Exercise: Whenever a line in the material below contains "stream", copy that line.

==== Supplied material ====

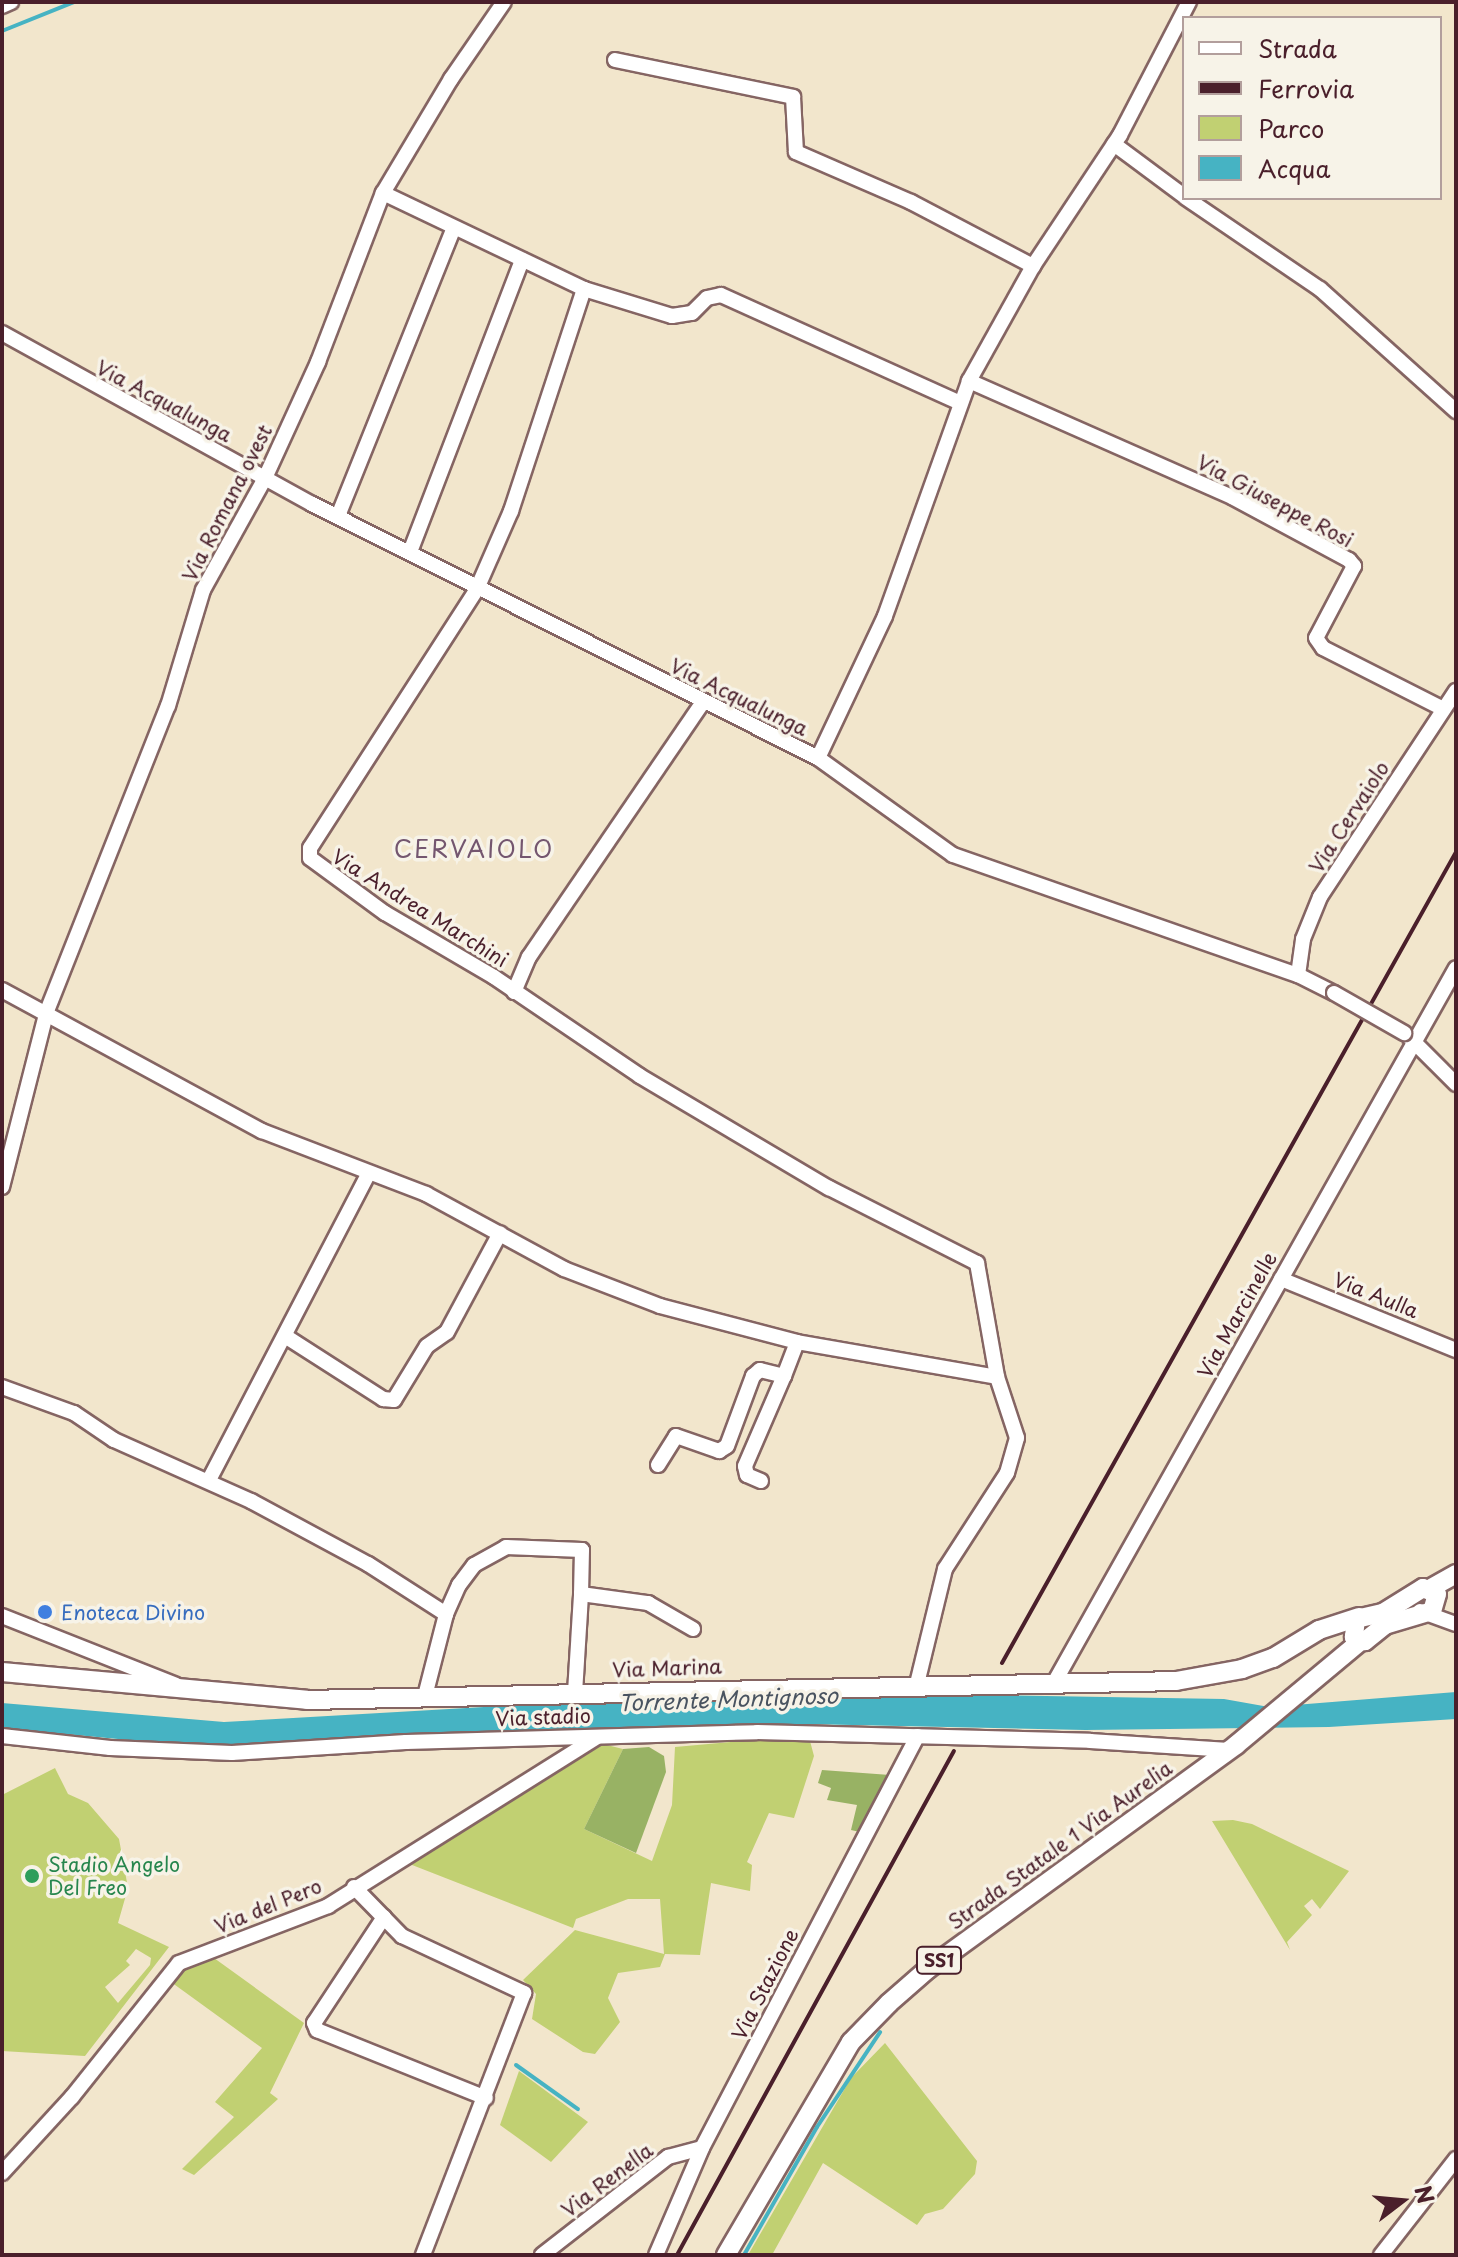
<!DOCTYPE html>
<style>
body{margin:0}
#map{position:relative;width:1458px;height:2257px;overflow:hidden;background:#f2e6cc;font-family:"Playpen Sans",sans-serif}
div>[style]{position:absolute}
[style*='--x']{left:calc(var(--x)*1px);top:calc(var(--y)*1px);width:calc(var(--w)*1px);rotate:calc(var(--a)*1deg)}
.green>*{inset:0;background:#c1d072}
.forest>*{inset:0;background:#98b264}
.water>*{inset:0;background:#46b3c3}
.stream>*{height:4px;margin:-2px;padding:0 2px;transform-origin:2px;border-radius:2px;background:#46b3c3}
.roads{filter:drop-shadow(2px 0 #856563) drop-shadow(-2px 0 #856563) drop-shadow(0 2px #856563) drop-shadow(0 -2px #856563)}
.minor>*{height:14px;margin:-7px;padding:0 7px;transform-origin:7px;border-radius:7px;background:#fff}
.major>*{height:18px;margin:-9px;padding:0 9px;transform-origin:9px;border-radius:9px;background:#fff}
.rail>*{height:4px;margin:-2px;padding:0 2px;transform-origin:2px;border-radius:2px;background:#4a1f2b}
.bridges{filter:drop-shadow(2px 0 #856563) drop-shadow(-2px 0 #856563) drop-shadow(0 2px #856563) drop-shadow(0 -2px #856563)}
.minor-bridge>*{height:14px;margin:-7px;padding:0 7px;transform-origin:7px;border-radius:7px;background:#fff}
.dots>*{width:22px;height:22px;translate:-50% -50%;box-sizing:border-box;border:4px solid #f7f3e8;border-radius:50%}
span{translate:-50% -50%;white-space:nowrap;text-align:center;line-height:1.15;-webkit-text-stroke:7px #f7f3e8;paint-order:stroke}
.shield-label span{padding:2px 6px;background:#f7f3e8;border:2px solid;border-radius:6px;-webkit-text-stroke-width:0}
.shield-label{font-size:18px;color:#4a1f2b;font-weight:700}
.street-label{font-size:20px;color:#4a1f2b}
.shop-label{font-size:20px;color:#366cbe}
.left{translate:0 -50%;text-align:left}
.leisure-label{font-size:20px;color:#27864d}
.water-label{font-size:22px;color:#495360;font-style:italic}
.quarter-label{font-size:24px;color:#74566f;letter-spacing:2px}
.frame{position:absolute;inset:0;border:4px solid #4a1f2b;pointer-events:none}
.legend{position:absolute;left:1182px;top:16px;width:260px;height:184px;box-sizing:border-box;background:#f7f3e8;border:2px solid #b29e9c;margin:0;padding:10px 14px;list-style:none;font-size:24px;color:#4a1f2b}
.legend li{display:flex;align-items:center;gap:16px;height:40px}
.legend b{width:40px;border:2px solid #b29e9c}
.north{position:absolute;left:1362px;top:2161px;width:80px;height:80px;-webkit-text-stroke:6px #f7f3e8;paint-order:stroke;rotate:74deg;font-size:22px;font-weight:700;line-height:32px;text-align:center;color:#4a1f2b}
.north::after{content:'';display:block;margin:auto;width:28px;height:36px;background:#4a1f2b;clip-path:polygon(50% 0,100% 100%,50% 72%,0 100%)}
</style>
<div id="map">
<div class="green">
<i style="clip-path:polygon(787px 1737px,810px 1741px,814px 1756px,794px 1818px,769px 1813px,747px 1862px,752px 1865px,750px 1891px,711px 1883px,700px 1955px,665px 1954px,660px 1967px,618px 1973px,608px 1998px,620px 2022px,595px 2054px,583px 2052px,532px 2019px,536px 1994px,523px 1980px,575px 1930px,664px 1954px,660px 1899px,628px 1899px,576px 1919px,573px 1928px,407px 1863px,603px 1744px,623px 1749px,584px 1829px,652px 1861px,672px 1805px,675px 1747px)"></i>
<i style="clip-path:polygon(evenodd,55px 1768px,68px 1794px,88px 1803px,119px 1839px,128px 1888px,118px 1923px,169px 1947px,85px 2056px,2px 2051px,2px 1795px,55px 1768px,136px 1949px,151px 1958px,150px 1965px,118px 2003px,105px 1987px,130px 1965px,126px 1961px,136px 1949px)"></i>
<i style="clip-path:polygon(1233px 1820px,1252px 1824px,1349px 1871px,1320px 1909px,1312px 1899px,1304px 1906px,1312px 1915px,1287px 1942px,1290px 1950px,1212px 1821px)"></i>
<i style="clip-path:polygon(214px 1958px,304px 2023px,270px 2093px,278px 2099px,194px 2175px,182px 2169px,234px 2117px,215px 2102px,262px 2048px,171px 1982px,182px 1969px)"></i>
<i style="clip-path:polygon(885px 2043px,977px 2161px,975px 2174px,943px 2209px,925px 2214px,917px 2225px,823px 2163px,772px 2255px,748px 2255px,851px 2078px)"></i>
<i style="clip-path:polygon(519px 2071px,588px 2122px,551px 2162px,500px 2125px)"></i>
</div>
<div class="forest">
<i style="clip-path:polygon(649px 1747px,664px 1756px,666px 1772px,636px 1853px,584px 1829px,623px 1749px)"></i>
<i style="clip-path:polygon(822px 1770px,890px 1775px,860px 1832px,851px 1830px,857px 1805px,827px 1800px,831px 1788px,818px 1783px)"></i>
</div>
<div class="water">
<i style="clip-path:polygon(1456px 1692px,1456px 1719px,1329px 1727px,1085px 1730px,805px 1724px,492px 1732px,213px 1748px,2px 1728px,2px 1703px,224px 1722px,555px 1703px,920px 1694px,1224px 1699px,1269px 1707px)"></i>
</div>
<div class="stream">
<i style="--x:2;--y:31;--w:78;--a:-21.9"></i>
<i style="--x:516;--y:2065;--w:76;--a:35.4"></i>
<i style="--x:744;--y:2255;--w:147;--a:-60.3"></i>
<i style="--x:817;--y:2127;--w:114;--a:-56.4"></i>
</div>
<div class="roads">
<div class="minor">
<i style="--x:2;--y:6;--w:10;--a:-24"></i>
<i style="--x:615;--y:60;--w:182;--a:11.7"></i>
<i style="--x:793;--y:97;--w:55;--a:86.9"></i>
<i style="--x:796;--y:152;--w:125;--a:23.5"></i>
<i style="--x:911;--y:202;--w:138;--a:27.7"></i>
<i style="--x:1114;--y:144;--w:87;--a:36.6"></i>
<i style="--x:383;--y:193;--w:223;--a:25.5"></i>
<i style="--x:584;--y:289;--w:92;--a:17.1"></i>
<i style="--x:672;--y:316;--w:20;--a:-9"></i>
<i style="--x:692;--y:313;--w:21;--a:-45"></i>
<i style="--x:707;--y:298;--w:14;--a:-12"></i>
<i style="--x:721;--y:295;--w:262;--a:24.3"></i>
<i style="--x:1186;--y:198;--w:162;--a:34.2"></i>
<i style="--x:1320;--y:289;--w:183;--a:41.9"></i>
<i style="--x:584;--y:289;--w:234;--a:108.2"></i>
<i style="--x:511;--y:511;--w:85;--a:113.6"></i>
<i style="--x:477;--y:589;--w:308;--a:122.8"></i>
<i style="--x:310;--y:848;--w:10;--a:90"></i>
<i style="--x:310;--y:858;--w:93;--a:36.3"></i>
<i style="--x:385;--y:913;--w:126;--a:30.4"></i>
<i style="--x:494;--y:977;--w:176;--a:34.1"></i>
<i style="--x:640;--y:1076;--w:220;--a:30.7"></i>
<i style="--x:829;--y:1188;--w:166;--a:26.9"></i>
<i style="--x:977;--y:1263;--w:116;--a:80"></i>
<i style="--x:997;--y:1377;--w:64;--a:71.8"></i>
<i style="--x:1017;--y:1438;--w:36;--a:106"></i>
<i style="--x:1007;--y:1473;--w:114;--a:122.9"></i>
<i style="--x:945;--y:1569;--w:118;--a:103.7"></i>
<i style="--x:2;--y:333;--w:354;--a:28.9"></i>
<i style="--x:312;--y:504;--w:566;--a:26.66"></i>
<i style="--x:818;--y:758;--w:166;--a:35.7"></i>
<i style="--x:953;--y:855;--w:365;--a:19.2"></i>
<i style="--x:1298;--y:975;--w:40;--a:26.6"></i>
<i style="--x:969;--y:381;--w:287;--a:23.8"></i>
<i style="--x:1232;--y:497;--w:133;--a:28.3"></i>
<i style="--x:1349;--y:560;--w:8;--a:50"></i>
<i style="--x:1354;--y:566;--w:81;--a:117.8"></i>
<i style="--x:1316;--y:638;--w:12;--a:55"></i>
<i style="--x:1323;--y:648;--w:135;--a:26.9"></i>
<i style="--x:338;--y:516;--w:311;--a:-68.1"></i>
<i style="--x:410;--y:552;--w:313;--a:-69"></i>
<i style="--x:818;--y:758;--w:157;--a:-64.7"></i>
<i style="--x:885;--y:616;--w:250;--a:-70.3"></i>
<i style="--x:969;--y:381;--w:132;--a:-60.9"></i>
<i style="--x:1033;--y:266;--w:157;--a:-56.4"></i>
<i style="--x:1120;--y:135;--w:150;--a:-62.6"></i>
<i style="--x:1298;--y:975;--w:36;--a:-82"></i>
<i style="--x:1303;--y:939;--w:45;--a:-68"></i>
<i style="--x:1320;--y:897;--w:247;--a:-56.6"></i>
<i style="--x:2;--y:990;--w:296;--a:28.5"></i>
<i style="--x:262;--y:1131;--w:176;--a:21"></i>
<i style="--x:426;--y:1194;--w:157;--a:28.5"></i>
<i style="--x:564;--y:1269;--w:103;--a:21.1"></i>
<i style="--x:660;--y:1306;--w:142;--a:14.7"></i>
<i style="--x:797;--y:1342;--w:203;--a:9.9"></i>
<i style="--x:514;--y:992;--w:38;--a:-67"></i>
<i style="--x:529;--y:957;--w:309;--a:-55.7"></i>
<i style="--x:1410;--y:1038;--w:65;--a:45"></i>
<i style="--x:2;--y:1187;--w:182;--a:-75.7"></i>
<i style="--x:47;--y:1011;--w:328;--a:-68.4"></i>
<i style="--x:168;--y:706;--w:121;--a:-73.2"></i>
<i style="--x:203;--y:590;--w:128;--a:-61"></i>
<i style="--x:265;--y:478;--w:128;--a:-65.4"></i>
<i style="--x:318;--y:362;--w:181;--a:-69"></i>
<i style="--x:383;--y:193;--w:133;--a:-59.2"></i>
<i style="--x:451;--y:79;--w:93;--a:-55.5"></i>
<i style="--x:1281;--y:1279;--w:189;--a:22.1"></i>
<i style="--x:285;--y:1336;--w:117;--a:32.7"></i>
<i style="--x:383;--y:1399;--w:11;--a:5"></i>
<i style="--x:394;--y:1400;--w:63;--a:-58.6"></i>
<i style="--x:427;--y:1346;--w:24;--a:-35"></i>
<i style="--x:447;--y:1332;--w:112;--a:-61.8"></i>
<i style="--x:2;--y:1387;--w:77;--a:19.9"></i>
<i style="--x:74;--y:1413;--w:48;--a:34"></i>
<i style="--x:114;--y:1440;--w:150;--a:24"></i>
<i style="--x:251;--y:1501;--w:133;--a:28.3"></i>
<i style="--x:368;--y:1564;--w:93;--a:32.7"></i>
<i style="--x:658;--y:1465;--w:34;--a:-58"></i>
<i style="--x:676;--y:1436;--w:46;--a:19.2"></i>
<i style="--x:719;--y:1451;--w:9;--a:-32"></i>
<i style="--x:727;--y:1446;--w:75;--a:-69.6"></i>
<i style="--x:753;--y:1376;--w:9;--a:-41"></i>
<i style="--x:760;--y:1370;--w:25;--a:14"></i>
<i style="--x:784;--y:1376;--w:36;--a:-69"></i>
<i style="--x:209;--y:1480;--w:344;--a:-62.5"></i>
<i style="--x:761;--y:1481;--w:15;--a:-157"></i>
<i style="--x:747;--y:1475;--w:9;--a:-103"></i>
<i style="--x:745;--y:1466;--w:98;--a:-66.6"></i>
<i style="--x:1420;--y:1611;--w:38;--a:20"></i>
<i style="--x:2;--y:1616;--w:187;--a:21.6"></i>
<i style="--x:1054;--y:1683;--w:820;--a:-60.65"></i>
<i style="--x:575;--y:1693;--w:99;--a:-86.5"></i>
<i style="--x:425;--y:1696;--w:85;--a:-75.6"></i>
<i style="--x:446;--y:1614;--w:32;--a:-66"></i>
<i style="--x:459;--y:1585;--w:25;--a:-53"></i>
<i style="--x:474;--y:1565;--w:37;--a:-29"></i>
<i style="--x:506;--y:1547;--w:76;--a:2.3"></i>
<i style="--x:582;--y:1550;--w:44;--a:91.3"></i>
<i style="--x:581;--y:1594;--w:68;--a:7.7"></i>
<i style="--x:648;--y:1603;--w:52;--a:30"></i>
<i style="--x:2;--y:1736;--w:109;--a:6.3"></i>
<i style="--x:110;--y:1748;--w:122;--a:2.3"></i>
<i style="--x:232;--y:1753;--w:174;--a:-3.6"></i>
<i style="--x:406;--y:1742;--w:351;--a:-1.6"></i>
<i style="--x:757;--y:1732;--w:333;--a:1.5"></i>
<i style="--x:1090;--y:1741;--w:139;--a:3.7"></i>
<i style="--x:354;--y:1887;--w:69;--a:45.6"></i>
<i style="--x:402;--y:1936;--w:135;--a:25"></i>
<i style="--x:524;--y:1993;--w:281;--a:111.1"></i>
<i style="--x:384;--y:1917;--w:127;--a:123.4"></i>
<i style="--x:314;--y:2023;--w:8;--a:67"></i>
<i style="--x:317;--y:2030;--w:182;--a:21.9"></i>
<i style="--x:2;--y:2173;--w:103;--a:-47.4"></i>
<i style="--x:72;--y:2097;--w:171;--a:-51.4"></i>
<i style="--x:179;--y:1963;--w:160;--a:-20.9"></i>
<i style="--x:328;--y:1906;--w:316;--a:-32.1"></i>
<i style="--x:542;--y:2255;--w:160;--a:-37.9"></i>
<i style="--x:668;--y:2157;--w:35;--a:-15"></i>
<i style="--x:656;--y:2255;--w:116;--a:-66.7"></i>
<i style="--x:702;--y:2148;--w:465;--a:-62.4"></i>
<i style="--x:1381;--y:2255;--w:122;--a:-52"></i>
</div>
<div class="major">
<i style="--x:1423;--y:1588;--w:15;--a:23"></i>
<i style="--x:1437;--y:1594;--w:18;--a:106"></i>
<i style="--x:1432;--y:1611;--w:49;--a:163.4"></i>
<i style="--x:1385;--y:1625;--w:26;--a:141"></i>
<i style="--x:1365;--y:1641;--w:12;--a:-160"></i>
<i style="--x:1354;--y:1637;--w:18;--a:-84"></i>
<i style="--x:1356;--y:1619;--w:28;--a:-13"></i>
<i style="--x:1383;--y:1613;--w:47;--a:-32"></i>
<i style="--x:1431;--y:1588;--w:29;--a:-29"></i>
<i style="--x:2;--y:1672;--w:306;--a:5.2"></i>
<i style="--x:307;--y:1700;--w:869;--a:-1.25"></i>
<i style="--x:1176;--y:1681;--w:67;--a:-10.3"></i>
<i style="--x:1242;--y:1669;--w:33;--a:-20"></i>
<i style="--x:1273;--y:1658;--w:54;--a:-31.3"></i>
<i style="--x:1319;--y:1630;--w:42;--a:-18"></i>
<i style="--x:726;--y:2255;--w:247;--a:-59.6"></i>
<i style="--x:851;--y:2042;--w:54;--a:-45.7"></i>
<i style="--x:889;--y:2003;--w:52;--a:-41.1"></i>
<i style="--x:928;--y:1969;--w:381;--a:-36"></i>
<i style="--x:1236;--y:1745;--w:163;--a:-39.8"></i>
</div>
</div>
<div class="rail">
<i style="--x:1002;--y:1663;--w:929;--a:-60.76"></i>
<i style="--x:677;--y:2255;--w:575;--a:-61.21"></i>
</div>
<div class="bridges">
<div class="minor-bridge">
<i style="--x:1334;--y:993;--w:81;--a:29.7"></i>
</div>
</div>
<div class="dots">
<i style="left:45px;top:1612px;background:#3f7fe0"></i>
<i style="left:32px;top:1876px;background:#2e9e5b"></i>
</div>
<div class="shield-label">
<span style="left:939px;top:1960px">SS1</span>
</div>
<div class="street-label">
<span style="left:164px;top:401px;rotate:28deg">Via Acqualunga</span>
<span style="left:1275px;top:501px;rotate:28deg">Via Giuseppe Rosi</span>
<span style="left:227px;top:503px;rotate:-63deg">Via Romana ovest</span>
<span style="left:739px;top:697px;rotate:26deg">Via Acqualunga</span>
<span style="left:1349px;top:817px;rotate:-57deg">Via Cervaiolo</span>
<span style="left:420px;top:908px;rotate:32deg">Via Andrea Marchini</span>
<span style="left:1376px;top:1295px;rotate:22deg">Via Aulla</span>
<span style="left:1237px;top:1315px;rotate:-61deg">Via Marcinelle</span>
<span style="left:667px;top:1668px;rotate:-2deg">Via Marina</span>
<span style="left:543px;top:1717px;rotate:-2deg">Via stadio</span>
<span style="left:1060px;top:1845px;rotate:-36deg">Strada Statale 1 Via Aurelia</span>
<span style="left:268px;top:1906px;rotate:-22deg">Via del Pero</span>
<span style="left:765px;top:1984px;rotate:-63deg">Via Stazione</span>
<span style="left:607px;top:2180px;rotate:-37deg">Via Renella</span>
</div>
<div class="shop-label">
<span class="left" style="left:61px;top:1612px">Enoteca Divino</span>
</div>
<div class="leisure-label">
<span class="left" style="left:48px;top:1876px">Stadio Angelo<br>Del Freo</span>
</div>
<div class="water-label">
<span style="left:728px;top:1698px;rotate:-2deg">Torrente Montignoso</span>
</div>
<div class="quarter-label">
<span style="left:474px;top:849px">CERVAIOLO</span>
</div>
<div class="frame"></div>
<ul class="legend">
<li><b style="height:10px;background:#fff"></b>Strada</li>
<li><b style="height:10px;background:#4a1f2b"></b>Ferrovia</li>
<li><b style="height:22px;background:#c1d072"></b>Parco</li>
<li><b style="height:22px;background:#46b3c3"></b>Acqua</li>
</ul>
<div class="north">N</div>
</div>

====

Solution for this task:
.stream>*{height:4px;margin:-2px;padding:0 2px;transform-origin:2px;border-radius:2px;background:#46b3c3}
<div class="stream">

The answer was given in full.